A drunken male striptease was among the discoveries police made in bars around central Whangarei as five out of eight premises were found to have breached their licences.
Police will apply to the Liquor Licensing Authority for suspension of licence for the five premises and have warned others to get their acts together.
Last weekend, police teamed up with volunteers and health staff and entered licensed premises to test compliance with the Sale of Liquor Act. Relieving area commander for Whangarei/Kaipara, Inspector Tracy Phillips, said breaches included having uncertified security staff, allowing intoxicated people on premises and failure to provide substantial food on request.
Allowing people to become intoxicated had a huge ripple effect in terms of family violence, assaults, road crashes and victimisation, she said.
In one premise, police observed a male performing a striptease in the middle of the dance floor in full view of bar staff and patrons. Officers intervened just before his underwear came off, Ms Phillips said.
The man was extremely intoxicated and was barely able to stand up, she said.
Police had to make arrangements for him to get home safely fearing that he could become a victim of crime had he been left alone. In another bar, police observed a stag party and one patron was seen vomiting in the toilets.

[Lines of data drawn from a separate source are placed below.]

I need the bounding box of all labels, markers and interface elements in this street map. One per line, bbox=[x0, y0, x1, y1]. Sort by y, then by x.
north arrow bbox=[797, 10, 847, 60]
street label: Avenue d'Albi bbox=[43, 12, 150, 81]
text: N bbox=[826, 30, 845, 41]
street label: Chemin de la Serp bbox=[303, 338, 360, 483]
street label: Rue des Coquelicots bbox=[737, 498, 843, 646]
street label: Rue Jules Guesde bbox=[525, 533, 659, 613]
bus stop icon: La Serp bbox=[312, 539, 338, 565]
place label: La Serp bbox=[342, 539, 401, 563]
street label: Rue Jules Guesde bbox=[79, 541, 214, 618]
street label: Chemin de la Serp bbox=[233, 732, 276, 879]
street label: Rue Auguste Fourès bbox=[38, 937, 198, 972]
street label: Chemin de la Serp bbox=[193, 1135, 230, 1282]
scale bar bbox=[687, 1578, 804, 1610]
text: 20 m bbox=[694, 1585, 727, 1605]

"The level of intoxication was alarming. We've got to get this right before the festive season which is when things like domestic violence and drink driving will be on the rise," Ms Phillips said.
She said checks were done at problem premises and a number of low-ranking ones so a balance could be achieved.
A first failure to provide food usually results in a 24-hour suspension for the premises and about a two-week suspension for the duty manager.
"We find that most people are surprised to hear that licensed premises are required to provide at least three substantial types of food at any time that they are selling alcohol," Ms Phillips said.
More checks at locations around Northland were planned before Christmas.
Phil Sentch, president of Hospitality New Zealand's Northland branch, was surprised with the high number of breaches, saying bars were usually compliant.
"A lot of bars see 800 to 900 people a week and for one guy to play silly bugger, the percentage is so low. Our bars and clubs are very well-controlled and I hate to think there's an ongoing issue here," he said.